Your objective.
Find the lines of the records in which the word "Escada" appears and report how many there are, as a number alone.

########

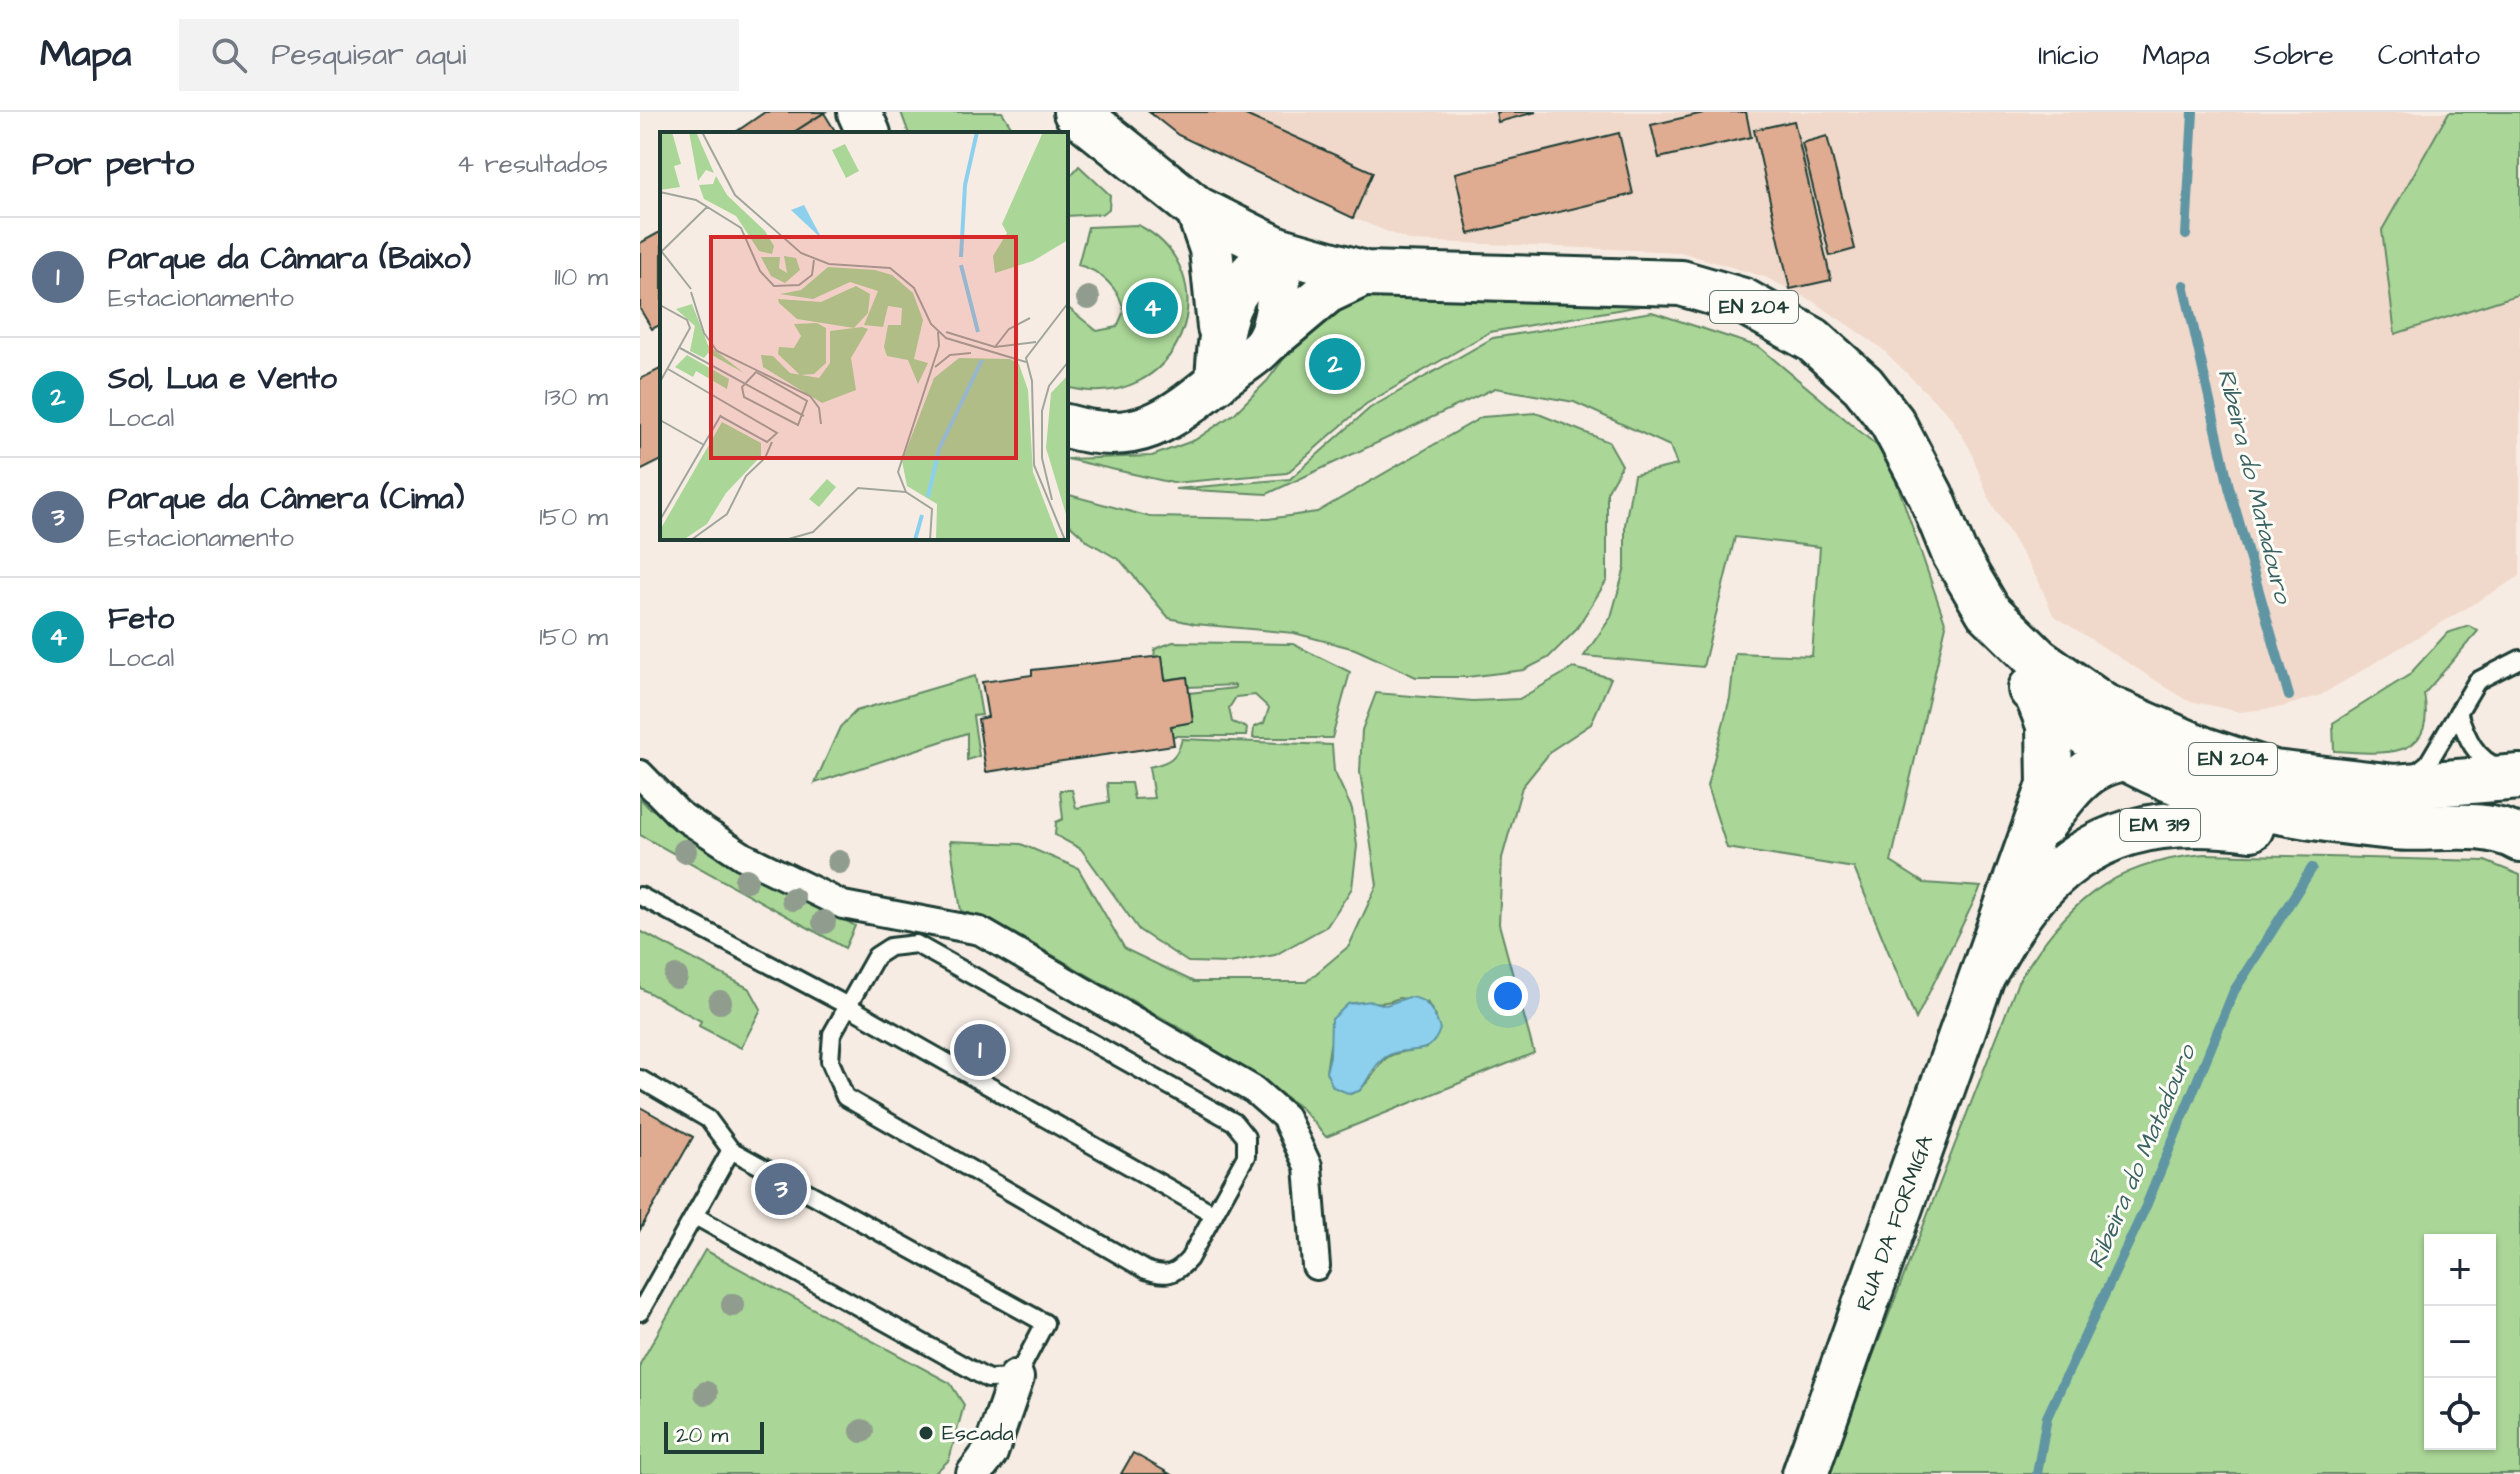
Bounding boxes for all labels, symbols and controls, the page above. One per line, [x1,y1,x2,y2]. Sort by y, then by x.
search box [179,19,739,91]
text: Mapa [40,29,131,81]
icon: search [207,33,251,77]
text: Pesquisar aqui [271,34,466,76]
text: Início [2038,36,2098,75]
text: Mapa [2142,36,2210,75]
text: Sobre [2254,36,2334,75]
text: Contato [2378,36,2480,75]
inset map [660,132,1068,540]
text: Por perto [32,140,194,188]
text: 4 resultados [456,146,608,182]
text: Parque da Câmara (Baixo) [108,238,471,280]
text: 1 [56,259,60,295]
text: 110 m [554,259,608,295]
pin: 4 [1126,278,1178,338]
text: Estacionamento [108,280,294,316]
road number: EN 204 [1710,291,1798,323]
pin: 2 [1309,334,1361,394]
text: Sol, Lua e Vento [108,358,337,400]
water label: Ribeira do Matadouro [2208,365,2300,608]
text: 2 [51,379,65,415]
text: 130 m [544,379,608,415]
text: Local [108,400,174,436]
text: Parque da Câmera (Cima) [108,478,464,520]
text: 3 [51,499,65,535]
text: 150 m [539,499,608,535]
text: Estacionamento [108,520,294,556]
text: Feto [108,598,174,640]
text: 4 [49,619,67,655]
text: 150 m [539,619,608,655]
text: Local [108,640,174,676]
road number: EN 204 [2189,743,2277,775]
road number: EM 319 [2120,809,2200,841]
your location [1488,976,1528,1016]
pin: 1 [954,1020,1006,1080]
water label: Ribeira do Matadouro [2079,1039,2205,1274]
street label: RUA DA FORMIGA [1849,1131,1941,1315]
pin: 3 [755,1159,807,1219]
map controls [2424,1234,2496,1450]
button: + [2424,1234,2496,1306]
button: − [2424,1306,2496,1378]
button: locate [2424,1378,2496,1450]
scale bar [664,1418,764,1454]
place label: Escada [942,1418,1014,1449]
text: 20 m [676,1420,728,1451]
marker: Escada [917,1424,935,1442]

########

Answer for the task.
2